Scientists have discovered the anatomy behind the strange bellow that males make during mating season.
Male koalas have very long vocal tracts that are so unusually specialized, that they are able to make sounds that make them sound far larger than they are, BBC reports.
The study, published in the Journal of Experimental Biology, used medical imaging to reveal that a male koala's voice box, or larynx, sits very low in its throat.
This "descended larynx" was thought to be a uniquely human feature - something that allows us to make the sounds we need for speech.
Researcher Dr Bill Ellis and animal vocalization expert Ben Charlton found that a koala weighing just seven kilograms can make a sound equivalent to a cow.
"They are really making themselves sound a lot bigger than they are," said Dr Ellis, ABC reports.

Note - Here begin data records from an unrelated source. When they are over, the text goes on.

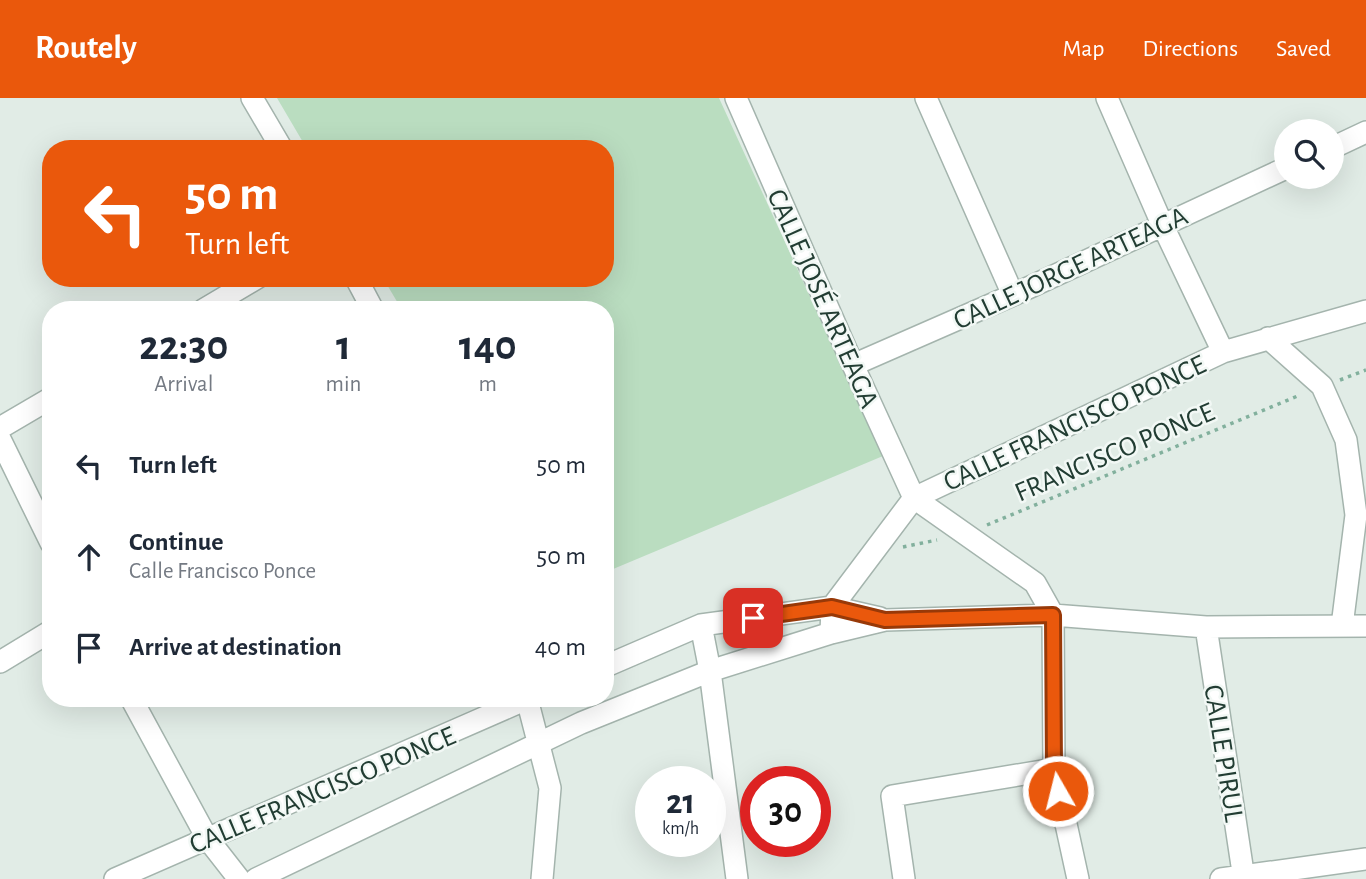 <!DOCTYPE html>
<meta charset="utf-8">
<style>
:root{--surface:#fff;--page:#f2f2f3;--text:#1f2937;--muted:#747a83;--accent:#ea580c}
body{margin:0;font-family:"Alegreya Sans",sans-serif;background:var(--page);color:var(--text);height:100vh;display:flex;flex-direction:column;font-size:26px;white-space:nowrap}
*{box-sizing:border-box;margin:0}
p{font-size:23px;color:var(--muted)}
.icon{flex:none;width:38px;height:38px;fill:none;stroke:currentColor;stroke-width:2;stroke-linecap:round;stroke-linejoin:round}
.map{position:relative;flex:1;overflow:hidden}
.side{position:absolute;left:42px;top:203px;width:572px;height:406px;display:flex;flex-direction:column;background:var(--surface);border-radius:28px;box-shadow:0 7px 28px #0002}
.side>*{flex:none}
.top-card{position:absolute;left:42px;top:42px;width:572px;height:147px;border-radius:28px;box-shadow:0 7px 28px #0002;background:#ea580c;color:#fff;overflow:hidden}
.fabs{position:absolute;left:1274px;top:21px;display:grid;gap:14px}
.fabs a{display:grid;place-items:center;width:70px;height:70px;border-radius:50%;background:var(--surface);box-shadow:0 7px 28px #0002;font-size:35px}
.speed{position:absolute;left:635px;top:668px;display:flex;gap:14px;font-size:35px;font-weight:700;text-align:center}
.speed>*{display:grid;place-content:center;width:91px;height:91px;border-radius:50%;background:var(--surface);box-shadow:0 7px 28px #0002;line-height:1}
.speed small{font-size:18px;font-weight:400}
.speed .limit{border:10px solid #d22;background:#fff;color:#111}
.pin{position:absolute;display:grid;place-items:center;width:60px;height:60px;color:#fff;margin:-30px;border-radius:14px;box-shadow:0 4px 10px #0006}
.me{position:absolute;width:77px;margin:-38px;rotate:352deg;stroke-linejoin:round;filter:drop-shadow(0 0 5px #0008)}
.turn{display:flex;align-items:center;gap:24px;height:147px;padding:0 28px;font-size:32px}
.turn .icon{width:91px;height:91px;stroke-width:2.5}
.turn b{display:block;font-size:49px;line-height:60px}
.eta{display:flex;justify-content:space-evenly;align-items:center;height:119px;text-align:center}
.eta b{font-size:42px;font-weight:600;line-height:49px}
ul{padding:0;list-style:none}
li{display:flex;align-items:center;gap:21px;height:91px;padding:0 28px}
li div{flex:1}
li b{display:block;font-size:26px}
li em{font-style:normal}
header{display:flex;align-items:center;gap:42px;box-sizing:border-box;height:98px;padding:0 35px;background:var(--accent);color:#fff}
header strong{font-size:33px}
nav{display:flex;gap:38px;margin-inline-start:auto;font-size:24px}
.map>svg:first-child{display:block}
</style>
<header>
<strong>Routely</strong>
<nav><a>Map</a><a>Directions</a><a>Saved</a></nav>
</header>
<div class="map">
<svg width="1366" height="781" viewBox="0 0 1366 781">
<rect width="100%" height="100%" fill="#e1ece6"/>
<path fill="#baddc0" d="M277 0H719L883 358 606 474V212H402L383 180H606V51H307Z"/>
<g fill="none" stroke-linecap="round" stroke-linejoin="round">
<defs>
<path id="minor" d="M252 0 282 51
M736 0 853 267 914 400 1035 485 1053 517 1054 671 1078 781
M926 0 1013 197
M1107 0 1162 126 1223 254
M1332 50 1366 34
M356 180 373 212
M203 212 257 180
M1268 240 1322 288 1346 342 1356 417 1342 528
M853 267 1013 197 1286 70
M0 330 51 300
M0 341 51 445
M701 527 710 573 737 781
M1206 529 1244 781
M831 535 832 509 914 400 1223 254 1366 213
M0 564 51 533
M606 568 701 527 832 509 880 520
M131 600 207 740 239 781
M527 601 550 690 542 781
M115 781 529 600
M256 781 581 625 710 573 831 535 885 522 1053 517 1206 529 1366 528
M904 781 892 698 1054 671
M1221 781 1366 761"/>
</defs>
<use href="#minor" stroke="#a4b4ad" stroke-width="24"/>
<path stroke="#82b09d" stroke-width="3.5" stroke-dasharray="3.5 5" stroke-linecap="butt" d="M1340 282 1366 272
M987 427 1300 297
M903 449 937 442"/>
<use href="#minor" stroke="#fff" stroke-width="21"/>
</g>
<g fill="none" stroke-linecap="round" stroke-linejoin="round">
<defs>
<path id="route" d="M753 520 832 509 885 522 1053 517 1054 671 1058 693"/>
</defs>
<use href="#route" stroke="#983908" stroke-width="18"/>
<use href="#route" stroke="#ea580c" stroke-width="12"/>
</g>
<g text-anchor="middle" stroke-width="5" stroke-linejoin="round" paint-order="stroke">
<g font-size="28" fill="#223d33" stroke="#f2f8f5">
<text transform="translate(1070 169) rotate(-25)" y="10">CALLE JORGE ARTEAGA</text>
<text transform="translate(824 200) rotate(66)" y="10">CALLE JOSÉ ARTEAGA</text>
<text transform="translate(1074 324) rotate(-25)" y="10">CALLE FRANCISCO PONCE</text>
<text transform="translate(1114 353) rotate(-23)" y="10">FRANCISCO PONCE</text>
<text transform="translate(1225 655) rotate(81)" y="10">CALLE PIRUL</text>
<text transform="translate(322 691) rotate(-23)" y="10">CALLE FRANCISCO PONCE</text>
</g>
</g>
</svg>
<div class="fabs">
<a><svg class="icon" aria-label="search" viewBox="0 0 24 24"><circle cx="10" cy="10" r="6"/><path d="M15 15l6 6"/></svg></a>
</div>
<div class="speed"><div>21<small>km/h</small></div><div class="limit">30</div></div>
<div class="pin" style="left:753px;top:520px;background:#d93025"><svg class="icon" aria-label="arrive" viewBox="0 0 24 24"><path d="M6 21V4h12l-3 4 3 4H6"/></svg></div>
<svg class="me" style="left:1058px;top:693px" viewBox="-20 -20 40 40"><circle r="17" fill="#ea580c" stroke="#fff" stroke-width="3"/><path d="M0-11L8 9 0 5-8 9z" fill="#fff"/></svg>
<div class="top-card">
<div class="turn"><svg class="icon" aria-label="left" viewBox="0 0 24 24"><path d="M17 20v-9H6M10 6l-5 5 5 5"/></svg><div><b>50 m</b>Turn left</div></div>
</div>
<section class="side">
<div class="eta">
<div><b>22:30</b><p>Arrival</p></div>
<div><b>1</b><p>min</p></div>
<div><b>140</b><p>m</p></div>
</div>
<ul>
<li><svg class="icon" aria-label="left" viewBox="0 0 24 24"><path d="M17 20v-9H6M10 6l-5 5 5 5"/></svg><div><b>Turn left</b></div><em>50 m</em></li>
<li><svg class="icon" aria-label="ahead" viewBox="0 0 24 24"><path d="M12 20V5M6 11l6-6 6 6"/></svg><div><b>Continue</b><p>Calle Francisco Ponce</p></div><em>50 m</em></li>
<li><svg class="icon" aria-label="arrive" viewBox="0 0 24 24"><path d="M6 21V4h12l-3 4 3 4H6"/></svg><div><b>Arrive at destination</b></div><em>40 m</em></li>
</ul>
</section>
</div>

"In humans, when we grow up and become adults, our larynx gets lower and lower. This is thought to be involved in complex language; being able to actually speak and have a more complex language, the deeper your larynx is."
Dr Ellis said that other koalas may be able to discern how big a koala is by its call, and larger males produce more offspring than smaller ones.
"What we think is happening is that the female hears the bellows of the males, they can identify individuals and they can also tell how big they are, and they use this when they go in search of mates."